▶ **MATERIAL FOR THIS TASK**:
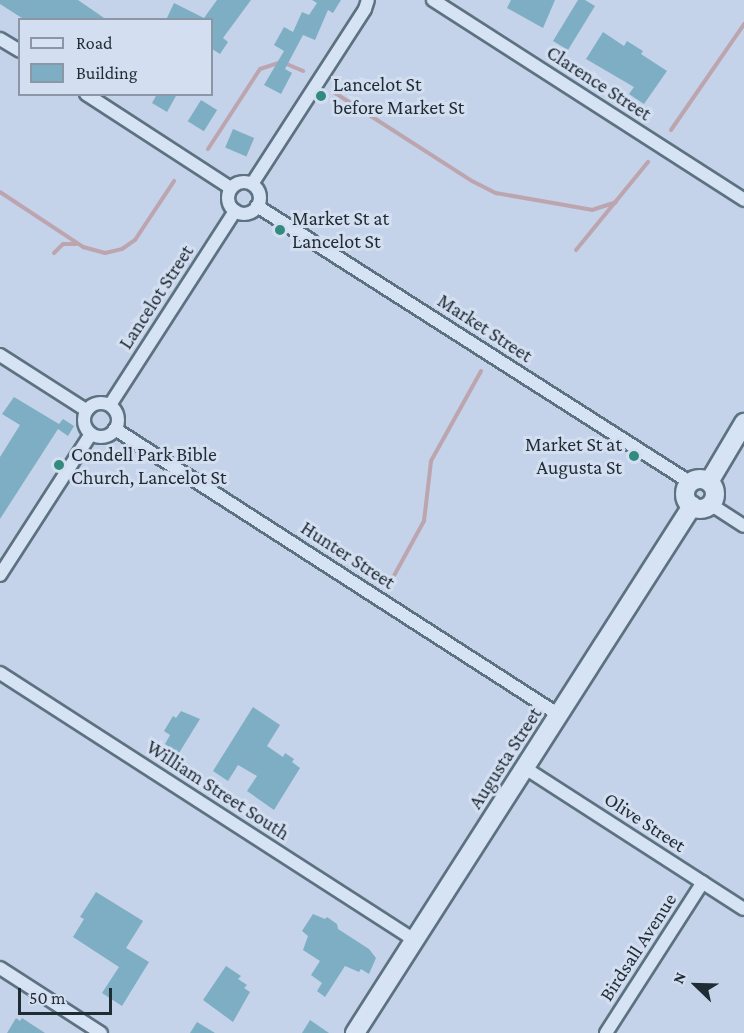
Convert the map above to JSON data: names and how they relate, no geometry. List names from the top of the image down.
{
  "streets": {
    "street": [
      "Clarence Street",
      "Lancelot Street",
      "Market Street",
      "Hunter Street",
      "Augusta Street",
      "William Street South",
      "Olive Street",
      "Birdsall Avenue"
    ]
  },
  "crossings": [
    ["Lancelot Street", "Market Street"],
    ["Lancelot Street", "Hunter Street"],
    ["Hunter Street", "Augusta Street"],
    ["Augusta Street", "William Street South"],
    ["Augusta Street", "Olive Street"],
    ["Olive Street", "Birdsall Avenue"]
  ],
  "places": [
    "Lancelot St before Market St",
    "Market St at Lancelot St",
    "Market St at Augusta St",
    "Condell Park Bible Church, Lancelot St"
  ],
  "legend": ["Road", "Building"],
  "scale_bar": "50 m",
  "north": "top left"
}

▶ **WORK TASK**: The task calls for all records to be set down precisely, excluding any images.

▶ **EXERCISE OUTPUT**:
Convert the map above to JSON data: names and how they relate, no geometry. List names from the top of the image down.
{
  "streets": {
    "street": [
      "Clarence Street",
      "Lancelot Street",
      "Market Street",
      "Hunter Street",
      "Augusta Street",
      "William Street South",
      "Olive Street",
      "Birdsall Avenue"
    ]
  },
  "crossings": [
    ["Lancelot Street", "Market Street"],
    ["Lancelot Street", "Hunter Street"],
    ["Hunter Street", "Augusta Street"],
    ["Augusta Street", "William Street South"],
    ["Augusta Street", "Olive Street"],
    ["Olive Street", "Birdsall Avenue"]
  ],
  "places": [
    "Lancelot St before Market St",
    "Market St at Lancelot St",
    "Market St at Augusta St",
    "Condell Park Bible Church, Lancelot St"
  ],
  "legend": ["Road", "Building"],
  "scale_bar": "50 m",
  "north": "top left"
}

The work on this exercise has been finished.